* Exercise instructions
Return the lines below that carry the word "bottom".

* Data excerpts
========

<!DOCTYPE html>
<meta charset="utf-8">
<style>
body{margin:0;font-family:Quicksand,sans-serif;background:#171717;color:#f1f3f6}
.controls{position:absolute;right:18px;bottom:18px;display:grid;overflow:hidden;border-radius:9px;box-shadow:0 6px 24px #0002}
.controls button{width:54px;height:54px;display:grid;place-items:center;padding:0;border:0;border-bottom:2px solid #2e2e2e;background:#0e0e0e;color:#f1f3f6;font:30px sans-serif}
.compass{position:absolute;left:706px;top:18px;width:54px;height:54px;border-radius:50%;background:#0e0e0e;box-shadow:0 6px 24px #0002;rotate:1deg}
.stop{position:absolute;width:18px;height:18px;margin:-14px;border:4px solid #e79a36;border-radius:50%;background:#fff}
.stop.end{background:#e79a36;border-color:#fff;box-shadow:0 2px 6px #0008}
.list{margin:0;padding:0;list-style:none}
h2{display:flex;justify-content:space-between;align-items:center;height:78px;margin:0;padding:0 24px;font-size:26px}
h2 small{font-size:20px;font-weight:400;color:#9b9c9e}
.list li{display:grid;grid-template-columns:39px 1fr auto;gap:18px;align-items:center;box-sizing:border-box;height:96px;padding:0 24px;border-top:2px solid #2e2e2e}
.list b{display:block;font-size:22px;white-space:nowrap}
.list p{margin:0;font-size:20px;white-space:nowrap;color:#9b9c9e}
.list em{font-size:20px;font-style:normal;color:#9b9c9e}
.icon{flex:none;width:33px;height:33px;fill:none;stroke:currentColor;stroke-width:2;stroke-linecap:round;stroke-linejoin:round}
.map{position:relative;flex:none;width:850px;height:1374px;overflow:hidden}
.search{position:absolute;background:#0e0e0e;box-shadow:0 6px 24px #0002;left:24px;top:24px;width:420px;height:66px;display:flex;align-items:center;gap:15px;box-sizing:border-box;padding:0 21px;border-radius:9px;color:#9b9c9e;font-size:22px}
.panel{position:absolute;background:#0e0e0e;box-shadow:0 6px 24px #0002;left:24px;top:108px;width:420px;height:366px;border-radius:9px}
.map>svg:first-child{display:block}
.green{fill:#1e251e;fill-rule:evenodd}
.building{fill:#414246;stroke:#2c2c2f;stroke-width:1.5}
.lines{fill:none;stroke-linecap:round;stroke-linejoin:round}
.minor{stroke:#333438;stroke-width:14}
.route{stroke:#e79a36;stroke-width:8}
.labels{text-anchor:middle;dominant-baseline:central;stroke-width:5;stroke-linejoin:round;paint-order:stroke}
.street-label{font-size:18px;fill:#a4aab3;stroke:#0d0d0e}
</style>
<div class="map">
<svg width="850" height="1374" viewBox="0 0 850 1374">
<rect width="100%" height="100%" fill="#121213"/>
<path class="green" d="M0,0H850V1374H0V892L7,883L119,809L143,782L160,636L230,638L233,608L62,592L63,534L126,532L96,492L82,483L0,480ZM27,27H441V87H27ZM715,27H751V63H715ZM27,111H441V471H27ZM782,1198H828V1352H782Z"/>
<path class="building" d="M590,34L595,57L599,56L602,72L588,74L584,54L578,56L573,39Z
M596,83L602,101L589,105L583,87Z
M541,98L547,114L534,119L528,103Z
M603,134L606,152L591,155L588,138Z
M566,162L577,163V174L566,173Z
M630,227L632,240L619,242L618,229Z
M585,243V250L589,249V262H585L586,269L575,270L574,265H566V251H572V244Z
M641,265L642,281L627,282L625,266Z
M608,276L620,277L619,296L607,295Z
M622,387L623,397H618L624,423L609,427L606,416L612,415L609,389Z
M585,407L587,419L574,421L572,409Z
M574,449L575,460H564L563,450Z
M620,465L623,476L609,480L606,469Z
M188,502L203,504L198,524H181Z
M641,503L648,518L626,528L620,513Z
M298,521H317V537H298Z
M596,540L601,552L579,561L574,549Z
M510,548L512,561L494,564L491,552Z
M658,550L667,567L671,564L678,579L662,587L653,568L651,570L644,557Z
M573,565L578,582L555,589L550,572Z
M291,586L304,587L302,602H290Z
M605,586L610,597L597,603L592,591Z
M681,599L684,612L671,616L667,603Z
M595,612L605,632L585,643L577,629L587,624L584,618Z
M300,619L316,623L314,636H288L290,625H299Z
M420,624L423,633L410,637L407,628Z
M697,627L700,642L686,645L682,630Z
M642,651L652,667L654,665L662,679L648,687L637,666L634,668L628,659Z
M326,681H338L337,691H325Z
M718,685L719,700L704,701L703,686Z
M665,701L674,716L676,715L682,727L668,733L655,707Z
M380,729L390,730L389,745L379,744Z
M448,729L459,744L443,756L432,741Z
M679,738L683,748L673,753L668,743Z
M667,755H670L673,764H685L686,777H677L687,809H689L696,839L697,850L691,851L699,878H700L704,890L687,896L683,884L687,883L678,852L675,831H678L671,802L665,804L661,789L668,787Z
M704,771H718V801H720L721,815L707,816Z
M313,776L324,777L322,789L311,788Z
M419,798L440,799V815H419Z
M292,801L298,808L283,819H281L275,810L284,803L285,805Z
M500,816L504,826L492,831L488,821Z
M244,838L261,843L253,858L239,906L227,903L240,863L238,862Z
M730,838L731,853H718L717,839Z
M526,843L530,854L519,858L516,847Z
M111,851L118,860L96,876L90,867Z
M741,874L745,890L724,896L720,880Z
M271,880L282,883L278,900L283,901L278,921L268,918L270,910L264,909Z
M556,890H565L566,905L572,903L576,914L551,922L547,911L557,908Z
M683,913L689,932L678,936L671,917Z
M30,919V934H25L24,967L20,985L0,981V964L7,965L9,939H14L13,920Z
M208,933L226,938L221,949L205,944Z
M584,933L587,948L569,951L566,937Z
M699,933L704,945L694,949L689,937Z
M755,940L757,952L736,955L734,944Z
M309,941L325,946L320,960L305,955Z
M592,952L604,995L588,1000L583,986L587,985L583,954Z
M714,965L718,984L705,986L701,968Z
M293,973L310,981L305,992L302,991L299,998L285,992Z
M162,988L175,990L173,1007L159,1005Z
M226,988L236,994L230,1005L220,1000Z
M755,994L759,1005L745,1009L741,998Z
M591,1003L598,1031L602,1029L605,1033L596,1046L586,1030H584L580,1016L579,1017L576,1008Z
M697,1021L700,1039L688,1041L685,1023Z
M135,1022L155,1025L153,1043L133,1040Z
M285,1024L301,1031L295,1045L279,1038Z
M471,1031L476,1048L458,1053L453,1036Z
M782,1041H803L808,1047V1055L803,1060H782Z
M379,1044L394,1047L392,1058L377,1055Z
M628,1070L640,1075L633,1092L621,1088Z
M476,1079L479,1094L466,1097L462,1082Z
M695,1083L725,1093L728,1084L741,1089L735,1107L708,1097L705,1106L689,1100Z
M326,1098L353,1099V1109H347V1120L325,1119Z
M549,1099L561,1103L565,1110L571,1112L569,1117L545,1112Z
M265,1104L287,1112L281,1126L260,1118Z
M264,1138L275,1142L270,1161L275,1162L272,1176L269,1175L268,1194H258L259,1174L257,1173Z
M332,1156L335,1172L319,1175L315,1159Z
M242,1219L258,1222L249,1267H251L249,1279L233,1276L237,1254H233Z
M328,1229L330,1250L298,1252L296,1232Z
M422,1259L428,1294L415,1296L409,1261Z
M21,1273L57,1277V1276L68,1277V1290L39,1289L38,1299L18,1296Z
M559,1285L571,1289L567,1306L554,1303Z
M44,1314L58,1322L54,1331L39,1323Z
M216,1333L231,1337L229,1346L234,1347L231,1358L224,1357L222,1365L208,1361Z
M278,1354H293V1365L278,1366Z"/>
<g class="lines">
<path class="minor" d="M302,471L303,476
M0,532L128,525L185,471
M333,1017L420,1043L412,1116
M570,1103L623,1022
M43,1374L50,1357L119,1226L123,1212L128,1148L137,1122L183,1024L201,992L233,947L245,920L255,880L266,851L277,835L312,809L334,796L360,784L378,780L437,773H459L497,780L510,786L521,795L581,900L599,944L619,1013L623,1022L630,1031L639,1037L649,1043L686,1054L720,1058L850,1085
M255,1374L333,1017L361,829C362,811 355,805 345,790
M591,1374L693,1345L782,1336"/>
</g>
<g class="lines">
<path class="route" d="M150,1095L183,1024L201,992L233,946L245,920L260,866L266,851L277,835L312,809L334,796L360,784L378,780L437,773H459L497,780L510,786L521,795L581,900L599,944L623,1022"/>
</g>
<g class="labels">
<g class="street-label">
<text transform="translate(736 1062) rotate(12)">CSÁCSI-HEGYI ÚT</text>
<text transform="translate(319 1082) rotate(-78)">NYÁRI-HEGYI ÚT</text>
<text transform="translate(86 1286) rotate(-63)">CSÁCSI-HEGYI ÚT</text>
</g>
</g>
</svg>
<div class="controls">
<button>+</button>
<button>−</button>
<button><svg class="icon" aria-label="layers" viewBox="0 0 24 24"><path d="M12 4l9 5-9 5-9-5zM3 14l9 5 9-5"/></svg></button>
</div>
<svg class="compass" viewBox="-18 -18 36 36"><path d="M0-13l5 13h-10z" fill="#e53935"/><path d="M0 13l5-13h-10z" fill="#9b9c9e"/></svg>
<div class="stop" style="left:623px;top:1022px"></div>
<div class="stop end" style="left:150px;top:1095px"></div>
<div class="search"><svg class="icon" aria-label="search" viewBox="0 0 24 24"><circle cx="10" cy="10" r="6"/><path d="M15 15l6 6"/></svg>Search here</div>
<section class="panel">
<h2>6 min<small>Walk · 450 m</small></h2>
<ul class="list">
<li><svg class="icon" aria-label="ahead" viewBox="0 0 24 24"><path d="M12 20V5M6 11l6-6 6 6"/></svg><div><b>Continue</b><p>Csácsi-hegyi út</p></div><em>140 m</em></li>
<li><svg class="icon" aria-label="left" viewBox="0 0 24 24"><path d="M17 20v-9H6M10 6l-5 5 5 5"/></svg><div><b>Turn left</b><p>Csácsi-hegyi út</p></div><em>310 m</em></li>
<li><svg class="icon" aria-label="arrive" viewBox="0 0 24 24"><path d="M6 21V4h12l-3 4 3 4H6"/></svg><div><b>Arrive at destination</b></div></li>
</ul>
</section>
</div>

========

* Output for this exercise
.controls{position:absolute;right:18px;bottom:18px;display:grid;overflow:hidden;border-radius:9px;box-shadow:0 6px 24px #0002}
.controls button{width:54px;height:54px;display:grid;place-items:center;padding:0;border:0;border-bottom:2px solid #2e2e2e;background:#0e0e0e;color:#f1f3f6;font:30px sans-serif}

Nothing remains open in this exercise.